Your objective: Only the lines holding "they" are wanted. Copy every one from the records below.

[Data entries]
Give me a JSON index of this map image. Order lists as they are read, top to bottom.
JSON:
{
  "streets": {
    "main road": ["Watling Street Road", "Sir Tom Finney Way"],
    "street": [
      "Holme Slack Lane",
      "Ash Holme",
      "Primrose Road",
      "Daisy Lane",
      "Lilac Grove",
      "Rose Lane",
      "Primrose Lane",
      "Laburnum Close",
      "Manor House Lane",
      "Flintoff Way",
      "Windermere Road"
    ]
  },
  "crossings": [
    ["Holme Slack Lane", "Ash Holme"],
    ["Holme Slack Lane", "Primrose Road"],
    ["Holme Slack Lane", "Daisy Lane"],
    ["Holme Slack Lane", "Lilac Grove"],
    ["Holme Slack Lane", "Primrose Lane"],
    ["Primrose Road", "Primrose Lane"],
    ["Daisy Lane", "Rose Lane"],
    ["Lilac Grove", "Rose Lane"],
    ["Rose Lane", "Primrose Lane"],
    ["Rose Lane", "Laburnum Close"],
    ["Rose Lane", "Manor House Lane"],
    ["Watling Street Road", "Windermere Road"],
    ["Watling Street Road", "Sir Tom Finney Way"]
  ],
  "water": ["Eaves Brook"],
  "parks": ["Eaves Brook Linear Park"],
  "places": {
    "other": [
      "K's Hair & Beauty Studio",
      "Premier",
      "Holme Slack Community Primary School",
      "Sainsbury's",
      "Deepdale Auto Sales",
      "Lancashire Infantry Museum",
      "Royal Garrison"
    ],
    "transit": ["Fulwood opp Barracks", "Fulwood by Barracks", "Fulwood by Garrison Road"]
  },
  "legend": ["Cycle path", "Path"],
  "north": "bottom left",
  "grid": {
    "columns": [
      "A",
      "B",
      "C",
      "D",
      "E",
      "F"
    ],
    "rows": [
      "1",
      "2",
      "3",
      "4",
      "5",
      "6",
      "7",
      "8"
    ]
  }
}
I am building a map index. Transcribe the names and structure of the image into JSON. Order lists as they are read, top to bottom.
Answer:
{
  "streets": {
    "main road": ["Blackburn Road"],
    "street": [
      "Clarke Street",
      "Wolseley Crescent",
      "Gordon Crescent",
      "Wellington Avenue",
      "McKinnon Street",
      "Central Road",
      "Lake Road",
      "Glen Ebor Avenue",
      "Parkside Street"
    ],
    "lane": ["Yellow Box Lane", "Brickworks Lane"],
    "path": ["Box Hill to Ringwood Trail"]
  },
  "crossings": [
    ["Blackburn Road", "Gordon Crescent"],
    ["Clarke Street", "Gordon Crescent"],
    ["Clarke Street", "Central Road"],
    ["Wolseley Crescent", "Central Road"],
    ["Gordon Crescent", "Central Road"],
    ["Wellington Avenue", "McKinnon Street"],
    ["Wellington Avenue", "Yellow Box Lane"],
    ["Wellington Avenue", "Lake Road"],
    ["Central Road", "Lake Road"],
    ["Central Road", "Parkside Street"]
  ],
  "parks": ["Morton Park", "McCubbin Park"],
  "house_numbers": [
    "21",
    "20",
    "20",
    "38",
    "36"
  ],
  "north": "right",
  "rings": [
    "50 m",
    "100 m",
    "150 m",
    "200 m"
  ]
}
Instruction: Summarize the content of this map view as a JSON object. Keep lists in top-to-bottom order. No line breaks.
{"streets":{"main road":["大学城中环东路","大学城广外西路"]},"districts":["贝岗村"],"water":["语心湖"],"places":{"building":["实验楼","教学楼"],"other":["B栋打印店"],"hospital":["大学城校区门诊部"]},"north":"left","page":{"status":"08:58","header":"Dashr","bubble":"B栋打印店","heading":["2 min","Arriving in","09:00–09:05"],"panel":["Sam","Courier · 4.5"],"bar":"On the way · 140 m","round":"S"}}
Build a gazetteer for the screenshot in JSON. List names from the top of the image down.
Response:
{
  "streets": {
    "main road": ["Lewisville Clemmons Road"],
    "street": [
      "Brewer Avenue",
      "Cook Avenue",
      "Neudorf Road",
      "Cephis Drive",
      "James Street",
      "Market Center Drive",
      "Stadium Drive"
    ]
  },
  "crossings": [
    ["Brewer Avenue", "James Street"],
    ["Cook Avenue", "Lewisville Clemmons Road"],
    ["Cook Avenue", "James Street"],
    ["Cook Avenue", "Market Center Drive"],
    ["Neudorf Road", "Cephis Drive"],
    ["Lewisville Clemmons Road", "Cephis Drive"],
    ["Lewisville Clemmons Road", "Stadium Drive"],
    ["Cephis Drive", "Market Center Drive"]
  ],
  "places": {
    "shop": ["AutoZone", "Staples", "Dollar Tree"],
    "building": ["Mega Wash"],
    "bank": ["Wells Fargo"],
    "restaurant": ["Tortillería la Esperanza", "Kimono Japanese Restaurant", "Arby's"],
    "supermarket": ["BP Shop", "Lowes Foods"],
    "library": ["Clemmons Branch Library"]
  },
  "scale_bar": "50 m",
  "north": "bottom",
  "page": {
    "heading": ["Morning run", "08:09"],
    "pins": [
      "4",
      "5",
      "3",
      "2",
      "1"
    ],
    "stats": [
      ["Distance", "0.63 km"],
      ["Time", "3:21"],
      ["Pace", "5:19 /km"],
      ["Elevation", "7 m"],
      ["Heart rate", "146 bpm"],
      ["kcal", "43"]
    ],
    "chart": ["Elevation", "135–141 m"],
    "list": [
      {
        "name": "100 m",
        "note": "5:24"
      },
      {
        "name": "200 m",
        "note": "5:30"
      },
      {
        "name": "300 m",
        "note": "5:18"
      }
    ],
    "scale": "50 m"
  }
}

Result below:
Give me a JSON index of this map image. Order lists as they are read, top to bottom.
I am building a map index. Transcribe the names and structure of the image into JSON. Order lists as they are read, top to bottom.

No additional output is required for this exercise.